Stored data:
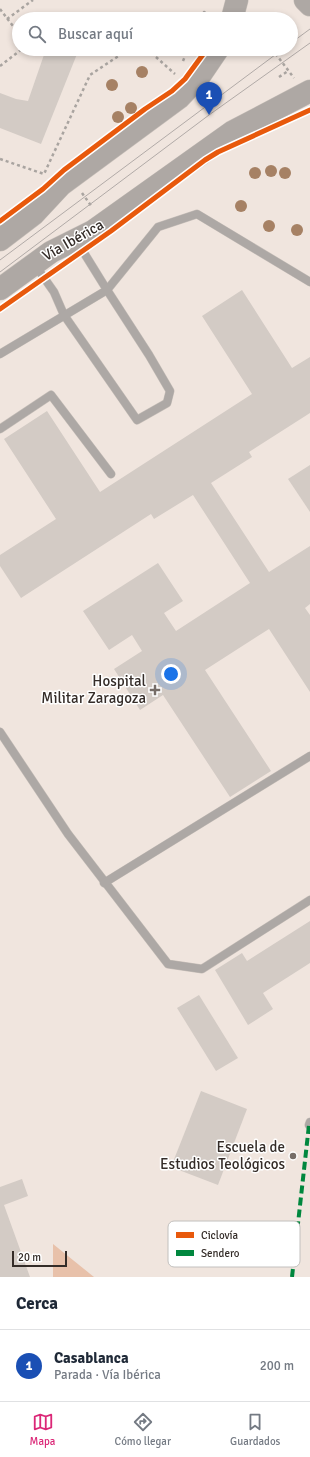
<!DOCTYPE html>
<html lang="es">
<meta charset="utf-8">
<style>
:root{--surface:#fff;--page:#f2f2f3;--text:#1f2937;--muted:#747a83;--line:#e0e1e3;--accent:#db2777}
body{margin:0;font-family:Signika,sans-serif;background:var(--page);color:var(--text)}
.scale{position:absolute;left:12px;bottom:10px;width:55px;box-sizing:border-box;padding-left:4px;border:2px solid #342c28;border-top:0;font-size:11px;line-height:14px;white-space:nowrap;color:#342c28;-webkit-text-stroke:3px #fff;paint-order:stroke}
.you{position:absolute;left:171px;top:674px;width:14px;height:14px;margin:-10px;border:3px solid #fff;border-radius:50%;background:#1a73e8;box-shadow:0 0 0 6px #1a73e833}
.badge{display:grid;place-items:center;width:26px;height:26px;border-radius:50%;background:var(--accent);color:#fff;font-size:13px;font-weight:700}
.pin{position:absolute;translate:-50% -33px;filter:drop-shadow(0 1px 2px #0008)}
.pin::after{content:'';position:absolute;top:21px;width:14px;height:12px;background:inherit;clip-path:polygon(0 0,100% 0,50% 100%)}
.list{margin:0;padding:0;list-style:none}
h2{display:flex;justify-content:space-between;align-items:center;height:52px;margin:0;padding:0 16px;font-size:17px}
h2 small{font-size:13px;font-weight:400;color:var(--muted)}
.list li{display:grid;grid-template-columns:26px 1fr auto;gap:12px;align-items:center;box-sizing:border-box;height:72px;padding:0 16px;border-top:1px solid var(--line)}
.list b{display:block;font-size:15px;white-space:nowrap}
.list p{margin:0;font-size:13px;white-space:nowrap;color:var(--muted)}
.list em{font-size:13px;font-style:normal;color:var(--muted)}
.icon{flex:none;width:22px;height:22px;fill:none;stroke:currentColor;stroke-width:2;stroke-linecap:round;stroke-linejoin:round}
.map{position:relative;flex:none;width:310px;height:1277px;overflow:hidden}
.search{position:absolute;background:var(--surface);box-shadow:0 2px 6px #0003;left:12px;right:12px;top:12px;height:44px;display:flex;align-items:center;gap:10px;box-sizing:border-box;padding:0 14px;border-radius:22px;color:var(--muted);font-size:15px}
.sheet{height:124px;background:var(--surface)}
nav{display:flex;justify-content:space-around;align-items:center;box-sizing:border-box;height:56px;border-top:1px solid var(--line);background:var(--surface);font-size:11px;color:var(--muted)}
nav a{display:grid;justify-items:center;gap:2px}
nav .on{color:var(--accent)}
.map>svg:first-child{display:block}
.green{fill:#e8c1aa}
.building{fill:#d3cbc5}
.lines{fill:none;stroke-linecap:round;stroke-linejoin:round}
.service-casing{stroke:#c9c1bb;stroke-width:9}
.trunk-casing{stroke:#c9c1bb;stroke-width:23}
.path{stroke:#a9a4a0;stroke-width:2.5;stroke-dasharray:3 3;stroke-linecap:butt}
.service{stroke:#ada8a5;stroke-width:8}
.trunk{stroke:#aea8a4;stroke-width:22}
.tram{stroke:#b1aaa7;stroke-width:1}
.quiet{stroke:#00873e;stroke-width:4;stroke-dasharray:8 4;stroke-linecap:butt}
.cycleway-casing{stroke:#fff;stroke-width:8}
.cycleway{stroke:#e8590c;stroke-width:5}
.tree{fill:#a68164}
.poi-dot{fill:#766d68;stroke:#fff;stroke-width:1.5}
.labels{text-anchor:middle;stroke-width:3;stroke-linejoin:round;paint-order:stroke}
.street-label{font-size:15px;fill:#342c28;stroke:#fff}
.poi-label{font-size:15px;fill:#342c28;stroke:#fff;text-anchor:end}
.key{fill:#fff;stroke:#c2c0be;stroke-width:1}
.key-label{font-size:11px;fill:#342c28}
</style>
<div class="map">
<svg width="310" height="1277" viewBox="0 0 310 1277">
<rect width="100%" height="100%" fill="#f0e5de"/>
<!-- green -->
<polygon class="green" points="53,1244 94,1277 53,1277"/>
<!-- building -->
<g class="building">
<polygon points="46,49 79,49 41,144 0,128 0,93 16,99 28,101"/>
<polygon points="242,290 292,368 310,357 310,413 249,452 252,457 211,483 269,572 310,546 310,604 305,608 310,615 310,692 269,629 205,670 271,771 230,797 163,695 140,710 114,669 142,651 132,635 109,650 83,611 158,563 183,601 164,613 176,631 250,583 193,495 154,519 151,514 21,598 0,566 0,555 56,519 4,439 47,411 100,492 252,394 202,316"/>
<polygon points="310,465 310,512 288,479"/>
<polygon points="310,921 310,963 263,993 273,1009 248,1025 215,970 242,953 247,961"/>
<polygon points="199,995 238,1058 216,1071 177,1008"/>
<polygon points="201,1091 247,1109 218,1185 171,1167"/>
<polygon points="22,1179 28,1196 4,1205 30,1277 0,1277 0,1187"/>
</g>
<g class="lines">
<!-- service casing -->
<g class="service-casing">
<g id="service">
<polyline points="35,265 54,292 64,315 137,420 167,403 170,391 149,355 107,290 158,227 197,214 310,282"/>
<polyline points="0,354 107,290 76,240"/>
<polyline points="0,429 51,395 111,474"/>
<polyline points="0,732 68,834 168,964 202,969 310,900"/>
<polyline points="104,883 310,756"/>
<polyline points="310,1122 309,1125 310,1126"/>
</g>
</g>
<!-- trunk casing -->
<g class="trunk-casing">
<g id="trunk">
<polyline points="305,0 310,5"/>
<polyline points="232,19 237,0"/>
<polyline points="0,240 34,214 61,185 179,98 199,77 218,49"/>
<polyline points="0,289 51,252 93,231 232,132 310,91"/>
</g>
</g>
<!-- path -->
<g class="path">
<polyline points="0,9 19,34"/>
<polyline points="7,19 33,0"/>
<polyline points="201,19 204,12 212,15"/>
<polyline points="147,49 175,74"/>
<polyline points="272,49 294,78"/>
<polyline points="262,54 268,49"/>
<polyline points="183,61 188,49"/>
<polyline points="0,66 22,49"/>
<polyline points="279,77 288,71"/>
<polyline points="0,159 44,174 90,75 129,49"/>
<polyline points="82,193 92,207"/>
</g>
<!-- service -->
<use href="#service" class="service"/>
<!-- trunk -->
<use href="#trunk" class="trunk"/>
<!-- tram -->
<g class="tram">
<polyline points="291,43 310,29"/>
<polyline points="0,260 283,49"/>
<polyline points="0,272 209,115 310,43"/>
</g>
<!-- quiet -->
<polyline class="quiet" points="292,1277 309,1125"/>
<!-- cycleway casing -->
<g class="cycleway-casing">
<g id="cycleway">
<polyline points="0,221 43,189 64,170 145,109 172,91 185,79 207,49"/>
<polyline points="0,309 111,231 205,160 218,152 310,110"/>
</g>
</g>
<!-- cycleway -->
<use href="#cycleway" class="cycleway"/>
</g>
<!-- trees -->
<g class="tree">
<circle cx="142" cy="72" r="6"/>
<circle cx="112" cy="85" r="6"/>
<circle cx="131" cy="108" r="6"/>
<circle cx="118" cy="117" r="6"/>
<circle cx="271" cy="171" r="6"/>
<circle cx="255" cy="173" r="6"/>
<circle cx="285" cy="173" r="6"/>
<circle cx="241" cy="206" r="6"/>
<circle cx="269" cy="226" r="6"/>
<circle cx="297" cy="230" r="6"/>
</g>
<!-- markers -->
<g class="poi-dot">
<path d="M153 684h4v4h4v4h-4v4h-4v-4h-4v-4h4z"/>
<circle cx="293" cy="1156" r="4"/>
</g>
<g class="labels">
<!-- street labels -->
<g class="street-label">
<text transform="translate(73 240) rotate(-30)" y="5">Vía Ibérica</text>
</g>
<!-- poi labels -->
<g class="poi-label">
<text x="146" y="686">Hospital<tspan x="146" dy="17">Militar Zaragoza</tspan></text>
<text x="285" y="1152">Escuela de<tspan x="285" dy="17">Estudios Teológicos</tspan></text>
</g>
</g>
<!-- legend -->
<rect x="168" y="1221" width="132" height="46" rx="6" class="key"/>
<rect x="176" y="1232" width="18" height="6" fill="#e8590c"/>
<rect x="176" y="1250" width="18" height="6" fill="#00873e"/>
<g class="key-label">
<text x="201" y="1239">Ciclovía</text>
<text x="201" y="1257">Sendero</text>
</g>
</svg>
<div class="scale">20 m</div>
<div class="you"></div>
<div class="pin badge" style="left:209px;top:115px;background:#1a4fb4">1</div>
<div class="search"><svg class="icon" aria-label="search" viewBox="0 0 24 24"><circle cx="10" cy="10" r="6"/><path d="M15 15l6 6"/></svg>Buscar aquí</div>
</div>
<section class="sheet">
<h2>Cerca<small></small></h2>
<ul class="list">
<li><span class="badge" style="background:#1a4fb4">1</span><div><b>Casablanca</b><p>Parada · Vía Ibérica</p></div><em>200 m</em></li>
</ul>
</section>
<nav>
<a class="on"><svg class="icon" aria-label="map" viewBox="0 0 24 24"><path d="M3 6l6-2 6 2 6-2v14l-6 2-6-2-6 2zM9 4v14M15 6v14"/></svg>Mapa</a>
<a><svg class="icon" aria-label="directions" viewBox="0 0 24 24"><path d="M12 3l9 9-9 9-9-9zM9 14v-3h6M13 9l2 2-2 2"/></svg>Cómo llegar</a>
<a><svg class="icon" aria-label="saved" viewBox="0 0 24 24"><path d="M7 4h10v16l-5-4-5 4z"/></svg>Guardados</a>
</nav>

--

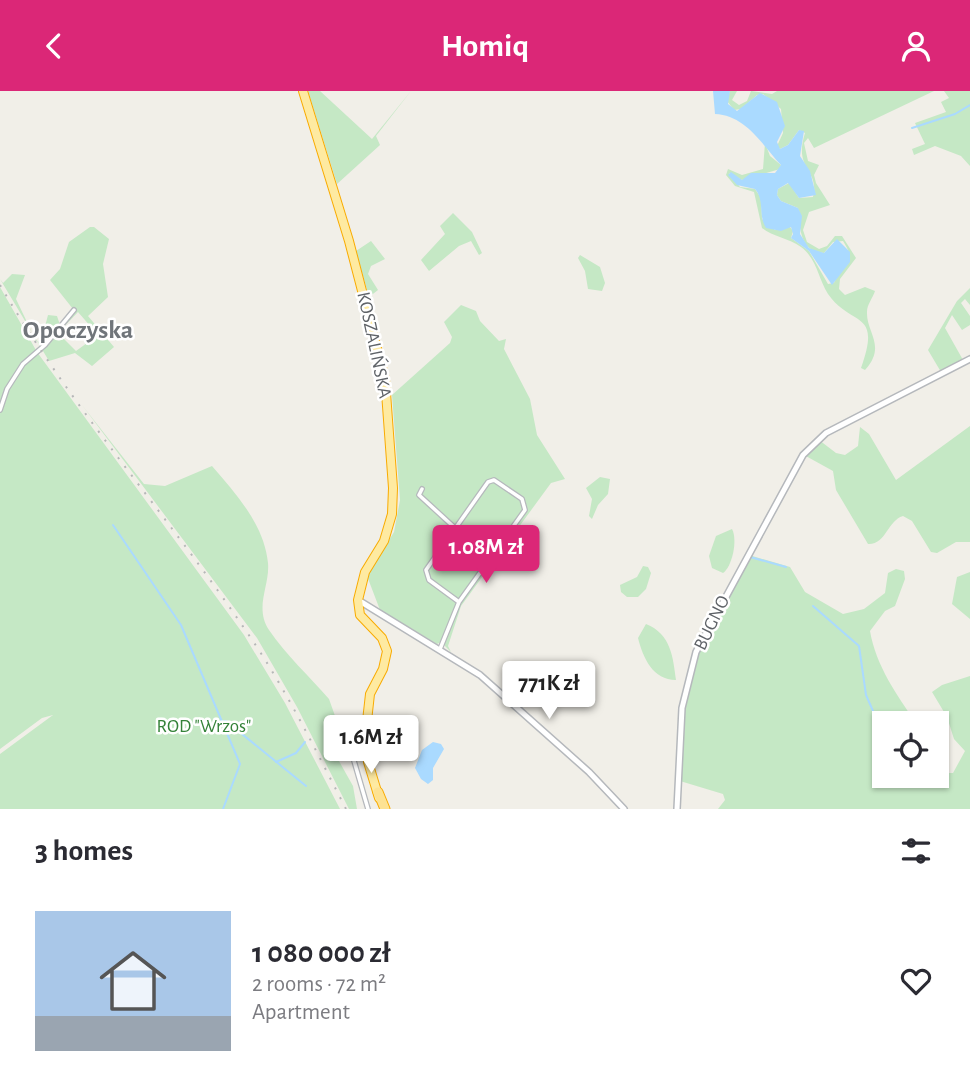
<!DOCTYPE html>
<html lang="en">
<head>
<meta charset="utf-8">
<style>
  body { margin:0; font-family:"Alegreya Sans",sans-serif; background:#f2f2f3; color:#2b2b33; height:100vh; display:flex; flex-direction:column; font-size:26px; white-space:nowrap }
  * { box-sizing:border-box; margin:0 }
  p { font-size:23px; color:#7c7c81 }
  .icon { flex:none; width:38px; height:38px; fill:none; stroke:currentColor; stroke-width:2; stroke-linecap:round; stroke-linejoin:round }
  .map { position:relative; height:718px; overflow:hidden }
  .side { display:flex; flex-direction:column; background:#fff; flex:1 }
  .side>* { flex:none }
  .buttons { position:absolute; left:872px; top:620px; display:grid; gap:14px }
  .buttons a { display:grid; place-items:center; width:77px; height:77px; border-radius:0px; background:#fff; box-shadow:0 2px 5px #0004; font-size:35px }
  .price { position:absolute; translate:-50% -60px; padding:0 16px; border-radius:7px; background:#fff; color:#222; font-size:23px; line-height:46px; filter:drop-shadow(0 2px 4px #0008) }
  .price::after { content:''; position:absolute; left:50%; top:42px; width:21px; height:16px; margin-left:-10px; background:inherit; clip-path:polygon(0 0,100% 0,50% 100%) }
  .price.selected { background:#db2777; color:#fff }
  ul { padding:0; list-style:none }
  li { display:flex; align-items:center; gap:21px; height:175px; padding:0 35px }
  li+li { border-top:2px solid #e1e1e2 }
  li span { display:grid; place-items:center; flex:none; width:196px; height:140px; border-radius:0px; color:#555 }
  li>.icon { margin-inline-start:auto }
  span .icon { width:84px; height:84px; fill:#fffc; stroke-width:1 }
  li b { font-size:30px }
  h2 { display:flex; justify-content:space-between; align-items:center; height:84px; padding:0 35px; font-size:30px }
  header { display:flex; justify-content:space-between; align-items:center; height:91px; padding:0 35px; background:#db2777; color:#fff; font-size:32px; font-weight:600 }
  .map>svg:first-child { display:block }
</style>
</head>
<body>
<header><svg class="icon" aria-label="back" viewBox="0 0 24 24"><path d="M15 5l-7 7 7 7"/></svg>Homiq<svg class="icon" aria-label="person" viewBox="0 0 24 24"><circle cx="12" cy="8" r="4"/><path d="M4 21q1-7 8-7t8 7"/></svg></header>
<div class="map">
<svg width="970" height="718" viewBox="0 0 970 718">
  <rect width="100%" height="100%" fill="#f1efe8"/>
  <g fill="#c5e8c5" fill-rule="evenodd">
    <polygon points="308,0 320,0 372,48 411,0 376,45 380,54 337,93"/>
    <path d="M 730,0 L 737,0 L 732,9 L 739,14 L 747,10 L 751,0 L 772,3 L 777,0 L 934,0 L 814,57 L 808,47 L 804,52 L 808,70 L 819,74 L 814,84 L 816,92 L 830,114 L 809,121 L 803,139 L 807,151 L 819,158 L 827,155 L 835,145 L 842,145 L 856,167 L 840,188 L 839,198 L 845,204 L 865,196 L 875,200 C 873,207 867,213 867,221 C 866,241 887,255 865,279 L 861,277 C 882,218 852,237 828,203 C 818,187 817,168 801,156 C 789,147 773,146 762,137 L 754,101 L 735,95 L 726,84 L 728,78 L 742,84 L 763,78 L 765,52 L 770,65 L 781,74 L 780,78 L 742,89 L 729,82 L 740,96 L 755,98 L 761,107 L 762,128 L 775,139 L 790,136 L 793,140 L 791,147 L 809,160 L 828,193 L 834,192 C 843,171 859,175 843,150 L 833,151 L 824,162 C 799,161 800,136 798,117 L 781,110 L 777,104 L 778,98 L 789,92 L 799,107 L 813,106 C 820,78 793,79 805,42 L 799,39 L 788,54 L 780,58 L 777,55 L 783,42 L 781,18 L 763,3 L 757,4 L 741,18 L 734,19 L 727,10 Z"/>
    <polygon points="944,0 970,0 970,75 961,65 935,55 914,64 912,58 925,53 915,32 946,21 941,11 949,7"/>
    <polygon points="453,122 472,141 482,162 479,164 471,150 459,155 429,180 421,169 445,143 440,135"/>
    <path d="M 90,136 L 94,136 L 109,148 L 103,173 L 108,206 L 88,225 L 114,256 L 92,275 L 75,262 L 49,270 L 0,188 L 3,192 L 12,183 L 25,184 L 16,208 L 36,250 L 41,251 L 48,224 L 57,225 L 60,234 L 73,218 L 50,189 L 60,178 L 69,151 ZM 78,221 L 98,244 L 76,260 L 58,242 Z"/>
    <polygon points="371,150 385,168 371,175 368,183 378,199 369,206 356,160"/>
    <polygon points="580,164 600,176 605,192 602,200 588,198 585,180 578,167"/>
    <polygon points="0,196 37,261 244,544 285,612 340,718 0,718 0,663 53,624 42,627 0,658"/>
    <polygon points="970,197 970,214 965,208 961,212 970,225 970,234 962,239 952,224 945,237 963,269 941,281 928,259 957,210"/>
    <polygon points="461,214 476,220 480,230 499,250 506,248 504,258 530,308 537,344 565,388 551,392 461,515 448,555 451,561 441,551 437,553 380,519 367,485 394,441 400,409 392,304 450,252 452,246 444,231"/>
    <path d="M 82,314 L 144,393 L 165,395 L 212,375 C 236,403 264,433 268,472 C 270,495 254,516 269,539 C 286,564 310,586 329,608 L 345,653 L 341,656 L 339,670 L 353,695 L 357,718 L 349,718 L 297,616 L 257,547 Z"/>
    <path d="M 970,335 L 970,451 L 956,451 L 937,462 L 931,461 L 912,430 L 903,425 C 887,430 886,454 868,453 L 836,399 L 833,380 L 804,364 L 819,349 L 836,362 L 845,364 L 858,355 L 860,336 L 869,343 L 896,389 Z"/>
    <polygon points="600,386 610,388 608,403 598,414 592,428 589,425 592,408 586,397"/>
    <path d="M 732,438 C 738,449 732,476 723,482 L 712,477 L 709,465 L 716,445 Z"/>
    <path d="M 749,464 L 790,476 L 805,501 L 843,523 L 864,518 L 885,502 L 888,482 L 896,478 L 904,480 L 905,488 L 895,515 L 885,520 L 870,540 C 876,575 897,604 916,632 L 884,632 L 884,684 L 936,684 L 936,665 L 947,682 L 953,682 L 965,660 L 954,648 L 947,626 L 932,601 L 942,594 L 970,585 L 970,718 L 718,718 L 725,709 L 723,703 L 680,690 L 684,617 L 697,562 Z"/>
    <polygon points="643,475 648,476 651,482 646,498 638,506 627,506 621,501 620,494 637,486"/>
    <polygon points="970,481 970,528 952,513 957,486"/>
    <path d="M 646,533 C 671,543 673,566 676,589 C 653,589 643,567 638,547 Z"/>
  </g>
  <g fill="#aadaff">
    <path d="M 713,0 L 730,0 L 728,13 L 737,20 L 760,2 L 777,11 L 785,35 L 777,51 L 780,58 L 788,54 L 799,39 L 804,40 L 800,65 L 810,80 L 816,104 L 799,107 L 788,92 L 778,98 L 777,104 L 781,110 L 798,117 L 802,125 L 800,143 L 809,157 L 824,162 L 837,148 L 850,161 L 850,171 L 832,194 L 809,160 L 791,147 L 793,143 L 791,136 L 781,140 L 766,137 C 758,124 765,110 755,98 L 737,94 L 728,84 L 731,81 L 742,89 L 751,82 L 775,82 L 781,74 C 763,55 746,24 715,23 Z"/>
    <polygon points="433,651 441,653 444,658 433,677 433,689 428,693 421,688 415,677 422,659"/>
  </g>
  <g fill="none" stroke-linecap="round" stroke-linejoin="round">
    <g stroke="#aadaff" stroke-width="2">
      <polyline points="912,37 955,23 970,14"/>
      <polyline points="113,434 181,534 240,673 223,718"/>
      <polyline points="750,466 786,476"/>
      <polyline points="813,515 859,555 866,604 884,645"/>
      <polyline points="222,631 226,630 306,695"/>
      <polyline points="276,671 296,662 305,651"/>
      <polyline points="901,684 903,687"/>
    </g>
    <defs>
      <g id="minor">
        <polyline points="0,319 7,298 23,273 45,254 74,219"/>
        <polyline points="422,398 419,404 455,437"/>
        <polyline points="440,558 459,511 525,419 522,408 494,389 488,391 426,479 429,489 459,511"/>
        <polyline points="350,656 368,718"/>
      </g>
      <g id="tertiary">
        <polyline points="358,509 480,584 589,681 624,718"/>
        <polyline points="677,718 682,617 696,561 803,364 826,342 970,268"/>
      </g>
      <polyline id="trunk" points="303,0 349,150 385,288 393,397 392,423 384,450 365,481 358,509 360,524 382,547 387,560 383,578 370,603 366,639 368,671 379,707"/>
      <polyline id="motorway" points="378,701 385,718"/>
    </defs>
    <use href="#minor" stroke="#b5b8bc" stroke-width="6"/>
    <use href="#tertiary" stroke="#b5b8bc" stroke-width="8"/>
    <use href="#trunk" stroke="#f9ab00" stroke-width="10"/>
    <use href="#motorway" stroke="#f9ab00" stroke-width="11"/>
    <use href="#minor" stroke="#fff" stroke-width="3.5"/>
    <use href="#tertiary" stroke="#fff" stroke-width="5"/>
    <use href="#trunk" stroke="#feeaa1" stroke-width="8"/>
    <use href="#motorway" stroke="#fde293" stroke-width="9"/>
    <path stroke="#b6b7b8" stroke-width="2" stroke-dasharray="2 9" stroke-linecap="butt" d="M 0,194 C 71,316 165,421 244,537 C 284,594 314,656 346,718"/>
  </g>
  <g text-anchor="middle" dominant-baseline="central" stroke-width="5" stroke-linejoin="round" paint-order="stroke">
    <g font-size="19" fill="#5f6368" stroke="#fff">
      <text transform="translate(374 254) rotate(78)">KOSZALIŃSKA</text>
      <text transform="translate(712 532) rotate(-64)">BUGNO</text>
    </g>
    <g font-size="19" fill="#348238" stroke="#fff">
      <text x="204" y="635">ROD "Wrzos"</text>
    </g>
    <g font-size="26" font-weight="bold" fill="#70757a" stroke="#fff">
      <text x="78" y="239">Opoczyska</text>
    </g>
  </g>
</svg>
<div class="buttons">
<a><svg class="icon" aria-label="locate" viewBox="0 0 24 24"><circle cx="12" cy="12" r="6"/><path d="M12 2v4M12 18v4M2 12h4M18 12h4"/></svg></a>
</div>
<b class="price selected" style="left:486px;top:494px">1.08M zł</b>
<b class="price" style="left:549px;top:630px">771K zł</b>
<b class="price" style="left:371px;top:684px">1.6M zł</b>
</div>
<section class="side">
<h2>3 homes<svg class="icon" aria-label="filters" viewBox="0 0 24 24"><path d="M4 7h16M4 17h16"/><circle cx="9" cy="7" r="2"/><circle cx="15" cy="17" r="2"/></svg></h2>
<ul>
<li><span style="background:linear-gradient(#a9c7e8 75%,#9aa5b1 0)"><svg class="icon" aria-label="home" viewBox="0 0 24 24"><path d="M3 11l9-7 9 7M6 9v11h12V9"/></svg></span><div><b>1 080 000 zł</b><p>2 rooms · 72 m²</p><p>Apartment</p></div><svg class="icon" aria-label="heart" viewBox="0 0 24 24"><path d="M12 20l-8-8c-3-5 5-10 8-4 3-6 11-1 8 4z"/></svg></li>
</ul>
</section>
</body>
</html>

Work request —
Pull every line containing the string "scale" out of the data above and copy it.

Task answer —
.scale{position:absolute;left:12px;bottom:10px;width:55px;box-sizing:border-box;padding-left:4px;border:2px solid #342c28;border-top:0;font-size:11px;line-height:14px;white-space:nowrap;color:#342c28;-webkit-text-stroke:3px #fff;paint-order:stroke}
<div class="scale">20 m</div>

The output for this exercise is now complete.